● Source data
..........

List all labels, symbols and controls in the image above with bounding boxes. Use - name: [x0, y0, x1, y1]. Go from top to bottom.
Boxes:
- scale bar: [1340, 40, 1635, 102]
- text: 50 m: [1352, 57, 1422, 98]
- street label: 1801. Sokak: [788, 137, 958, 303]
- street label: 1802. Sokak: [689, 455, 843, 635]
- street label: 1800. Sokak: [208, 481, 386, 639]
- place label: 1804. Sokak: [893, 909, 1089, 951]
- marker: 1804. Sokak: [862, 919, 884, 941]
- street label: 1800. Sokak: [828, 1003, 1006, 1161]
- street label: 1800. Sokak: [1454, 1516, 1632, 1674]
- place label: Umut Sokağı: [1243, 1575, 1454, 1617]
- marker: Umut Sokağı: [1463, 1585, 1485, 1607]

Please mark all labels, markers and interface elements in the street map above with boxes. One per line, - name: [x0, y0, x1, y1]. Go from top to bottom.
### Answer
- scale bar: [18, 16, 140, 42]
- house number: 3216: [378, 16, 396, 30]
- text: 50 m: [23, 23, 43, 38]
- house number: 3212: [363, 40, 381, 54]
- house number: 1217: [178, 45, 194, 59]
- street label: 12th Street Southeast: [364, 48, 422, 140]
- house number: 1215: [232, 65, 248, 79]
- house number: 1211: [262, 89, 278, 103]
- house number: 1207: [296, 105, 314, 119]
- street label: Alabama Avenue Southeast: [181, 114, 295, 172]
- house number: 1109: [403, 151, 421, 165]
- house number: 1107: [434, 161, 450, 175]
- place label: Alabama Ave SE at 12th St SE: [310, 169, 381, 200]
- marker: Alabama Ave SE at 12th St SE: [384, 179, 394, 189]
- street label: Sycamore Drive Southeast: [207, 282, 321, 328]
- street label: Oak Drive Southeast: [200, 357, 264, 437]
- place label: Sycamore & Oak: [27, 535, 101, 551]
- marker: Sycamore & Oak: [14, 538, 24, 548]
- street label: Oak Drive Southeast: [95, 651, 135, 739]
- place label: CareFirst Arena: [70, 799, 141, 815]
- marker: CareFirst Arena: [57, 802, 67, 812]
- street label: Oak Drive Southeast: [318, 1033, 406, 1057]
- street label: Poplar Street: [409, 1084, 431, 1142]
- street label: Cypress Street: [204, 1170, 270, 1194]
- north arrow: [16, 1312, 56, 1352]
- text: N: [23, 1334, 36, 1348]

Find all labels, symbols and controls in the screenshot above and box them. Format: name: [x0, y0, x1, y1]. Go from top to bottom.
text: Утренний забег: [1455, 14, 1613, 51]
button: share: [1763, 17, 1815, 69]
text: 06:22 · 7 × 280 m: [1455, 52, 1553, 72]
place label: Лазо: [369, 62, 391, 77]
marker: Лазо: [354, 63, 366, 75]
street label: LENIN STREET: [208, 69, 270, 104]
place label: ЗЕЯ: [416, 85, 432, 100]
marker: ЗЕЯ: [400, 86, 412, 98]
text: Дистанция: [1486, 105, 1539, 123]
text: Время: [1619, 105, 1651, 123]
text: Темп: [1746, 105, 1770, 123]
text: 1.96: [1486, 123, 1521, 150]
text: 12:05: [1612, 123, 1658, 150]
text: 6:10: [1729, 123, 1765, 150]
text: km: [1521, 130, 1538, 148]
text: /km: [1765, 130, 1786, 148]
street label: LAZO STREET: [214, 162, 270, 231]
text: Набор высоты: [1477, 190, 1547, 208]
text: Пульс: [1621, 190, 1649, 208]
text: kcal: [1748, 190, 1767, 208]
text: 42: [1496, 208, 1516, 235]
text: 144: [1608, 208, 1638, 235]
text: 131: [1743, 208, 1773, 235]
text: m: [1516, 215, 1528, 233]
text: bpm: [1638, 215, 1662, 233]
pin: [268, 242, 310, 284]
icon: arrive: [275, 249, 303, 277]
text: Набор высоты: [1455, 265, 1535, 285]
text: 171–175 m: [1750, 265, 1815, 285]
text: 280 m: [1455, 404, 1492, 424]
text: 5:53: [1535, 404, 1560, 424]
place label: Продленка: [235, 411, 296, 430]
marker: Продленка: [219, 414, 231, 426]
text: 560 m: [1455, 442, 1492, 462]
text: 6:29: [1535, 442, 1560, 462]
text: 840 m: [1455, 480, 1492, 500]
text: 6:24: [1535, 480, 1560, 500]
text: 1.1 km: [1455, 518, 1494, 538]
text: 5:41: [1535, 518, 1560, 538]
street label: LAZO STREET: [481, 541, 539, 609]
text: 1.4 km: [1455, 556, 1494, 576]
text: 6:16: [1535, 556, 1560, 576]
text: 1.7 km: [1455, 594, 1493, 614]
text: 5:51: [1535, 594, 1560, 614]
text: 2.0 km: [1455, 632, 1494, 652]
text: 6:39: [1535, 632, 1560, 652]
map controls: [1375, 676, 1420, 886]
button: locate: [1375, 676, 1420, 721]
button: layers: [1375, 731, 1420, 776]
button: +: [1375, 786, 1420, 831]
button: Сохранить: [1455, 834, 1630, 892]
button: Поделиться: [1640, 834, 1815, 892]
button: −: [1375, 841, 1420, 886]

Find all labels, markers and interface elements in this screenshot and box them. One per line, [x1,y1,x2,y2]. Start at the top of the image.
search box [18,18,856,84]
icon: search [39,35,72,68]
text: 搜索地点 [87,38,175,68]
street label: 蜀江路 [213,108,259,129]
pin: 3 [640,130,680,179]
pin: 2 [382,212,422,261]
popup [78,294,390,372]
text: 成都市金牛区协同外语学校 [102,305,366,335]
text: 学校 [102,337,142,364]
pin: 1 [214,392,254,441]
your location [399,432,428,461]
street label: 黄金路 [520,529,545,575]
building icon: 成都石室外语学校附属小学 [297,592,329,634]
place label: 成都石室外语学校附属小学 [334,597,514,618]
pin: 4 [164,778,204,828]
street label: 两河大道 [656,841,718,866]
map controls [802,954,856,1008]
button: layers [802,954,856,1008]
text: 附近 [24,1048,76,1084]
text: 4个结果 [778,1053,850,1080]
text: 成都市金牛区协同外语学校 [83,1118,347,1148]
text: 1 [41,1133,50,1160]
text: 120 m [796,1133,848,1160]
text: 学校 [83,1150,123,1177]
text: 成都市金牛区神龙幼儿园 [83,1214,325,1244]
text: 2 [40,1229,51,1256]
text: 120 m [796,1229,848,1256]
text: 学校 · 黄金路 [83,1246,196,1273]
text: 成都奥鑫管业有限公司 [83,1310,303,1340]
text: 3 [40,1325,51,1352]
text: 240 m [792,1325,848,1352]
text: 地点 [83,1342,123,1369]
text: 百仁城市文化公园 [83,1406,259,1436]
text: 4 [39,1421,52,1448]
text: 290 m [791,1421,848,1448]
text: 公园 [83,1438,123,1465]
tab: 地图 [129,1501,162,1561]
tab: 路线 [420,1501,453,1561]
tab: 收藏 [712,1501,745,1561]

..........

● The task
Please restate only the opening stretch of the records above: every line from the first through the one containing "Please mark all", exactly as written.

● Output
List all labels, symbols and controls in the image above with bounding boxes. Use - name: [x0, y0, x1, y1]. Go from top to bottom.
Boxes:
- scale bar: [1340, 40, 1635, 102]
- text: 50 m: [1352, 57, 1422, 98]
- street label: 1801. Sokak: [788, 137, 958, 303]
- street label: 1802. Sokak: [689, 455, 843, 635]
- street label: 1800. Sokak: [208, 481, 386, 639]
- place label: 1804. Sokak: [893, 909, 1089, 951]
- marker: 1804. Sokak: [862, 919, 884, 941]
- street label: 1800. Sokak: [828, 1003, 1006, 1161]
- street label: 1800. Sokak: [1454, 1516, 1632, 1674]
- place label: Umut Sokağı: [1243, 1575, 1454, 1617]
- marker: Umut Sokağı: [1463, 1585, 1485, 1607]

Please mark all labels, markers and interface elements in the street map above with boxes. One per line, - name: [x0, y0, x1, y1]. Go from top to bottom.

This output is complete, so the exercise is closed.